[Stored data entries]
◆ ◆ ◆ ◆

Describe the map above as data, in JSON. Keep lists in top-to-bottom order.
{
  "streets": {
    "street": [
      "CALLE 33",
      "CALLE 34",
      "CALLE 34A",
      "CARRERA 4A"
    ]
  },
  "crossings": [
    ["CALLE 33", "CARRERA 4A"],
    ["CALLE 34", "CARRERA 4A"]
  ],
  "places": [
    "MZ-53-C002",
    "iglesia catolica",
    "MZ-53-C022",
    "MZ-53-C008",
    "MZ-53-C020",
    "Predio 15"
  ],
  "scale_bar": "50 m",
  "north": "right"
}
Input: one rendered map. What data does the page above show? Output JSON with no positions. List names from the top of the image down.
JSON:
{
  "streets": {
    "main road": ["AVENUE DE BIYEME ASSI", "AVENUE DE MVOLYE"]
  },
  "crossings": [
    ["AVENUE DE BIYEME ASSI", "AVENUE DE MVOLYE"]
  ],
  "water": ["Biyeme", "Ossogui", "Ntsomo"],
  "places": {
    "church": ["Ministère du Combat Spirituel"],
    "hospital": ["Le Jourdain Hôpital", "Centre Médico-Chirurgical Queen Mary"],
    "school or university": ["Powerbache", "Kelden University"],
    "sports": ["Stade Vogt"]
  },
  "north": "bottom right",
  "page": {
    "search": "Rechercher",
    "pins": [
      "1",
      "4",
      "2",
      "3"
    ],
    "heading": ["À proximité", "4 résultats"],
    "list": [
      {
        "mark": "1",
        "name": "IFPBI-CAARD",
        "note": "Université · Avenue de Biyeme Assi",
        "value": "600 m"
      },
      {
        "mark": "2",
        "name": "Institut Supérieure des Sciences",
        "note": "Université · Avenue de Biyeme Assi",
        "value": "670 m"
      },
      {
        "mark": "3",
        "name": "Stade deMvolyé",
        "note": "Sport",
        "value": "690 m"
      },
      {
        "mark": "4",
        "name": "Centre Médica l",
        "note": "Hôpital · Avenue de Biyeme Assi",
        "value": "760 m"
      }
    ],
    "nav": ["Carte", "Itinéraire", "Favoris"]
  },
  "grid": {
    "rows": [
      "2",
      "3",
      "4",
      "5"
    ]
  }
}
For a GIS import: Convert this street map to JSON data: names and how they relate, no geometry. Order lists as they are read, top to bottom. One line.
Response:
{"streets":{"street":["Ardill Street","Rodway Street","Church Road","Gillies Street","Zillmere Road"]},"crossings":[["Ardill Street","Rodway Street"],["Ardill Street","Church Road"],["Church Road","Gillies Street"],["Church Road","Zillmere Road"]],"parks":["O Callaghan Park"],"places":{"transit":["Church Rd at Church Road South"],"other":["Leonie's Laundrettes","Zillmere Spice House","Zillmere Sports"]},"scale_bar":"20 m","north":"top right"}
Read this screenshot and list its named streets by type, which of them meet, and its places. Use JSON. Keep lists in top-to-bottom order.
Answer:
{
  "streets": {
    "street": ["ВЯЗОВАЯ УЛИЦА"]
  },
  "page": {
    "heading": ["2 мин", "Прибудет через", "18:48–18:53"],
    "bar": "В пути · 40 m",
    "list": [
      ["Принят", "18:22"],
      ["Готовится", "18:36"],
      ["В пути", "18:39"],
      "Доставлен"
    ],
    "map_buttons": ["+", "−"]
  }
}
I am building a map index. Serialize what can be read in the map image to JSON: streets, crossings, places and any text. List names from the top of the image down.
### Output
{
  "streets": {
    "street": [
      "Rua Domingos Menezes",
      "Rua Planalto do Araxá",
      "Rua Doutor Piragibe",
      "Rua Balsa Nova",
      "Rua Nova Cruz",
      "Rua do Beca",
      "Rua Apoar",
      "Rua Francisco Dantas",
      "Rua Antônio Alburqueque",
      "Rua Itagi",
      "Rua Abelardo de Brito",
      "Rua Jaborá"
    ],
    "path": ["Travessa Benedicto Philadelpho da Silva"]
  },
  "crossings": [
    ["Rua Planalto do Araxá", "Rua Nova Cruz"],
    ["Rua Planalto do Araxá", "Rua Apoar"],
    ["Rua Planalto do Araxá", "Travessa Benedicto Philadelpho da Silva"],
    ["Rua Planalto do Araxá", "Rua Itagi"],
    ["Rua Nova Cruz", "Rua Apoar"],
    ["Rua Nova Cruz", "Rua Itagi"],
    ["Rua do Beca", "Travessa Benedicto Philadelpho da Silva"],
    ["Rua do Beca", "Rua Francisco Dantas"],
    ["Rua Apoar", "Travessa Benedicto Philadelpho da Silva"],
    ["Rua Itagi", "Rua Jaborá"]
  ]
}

◆ ◆ ◆ ◆

### [WHAT YOU HAVE TO DO]
The lines to return are those in the entries above that hold "image".

### [REPLY TO THE TASK]
Input: one rendered map. What data does the page above show? Output JSON with no positions. List names from the top of the image down.
I am building a map index. Serialize what can be read in the map image to JSON: streets, crossings, places and any text. List names from the top of the image down.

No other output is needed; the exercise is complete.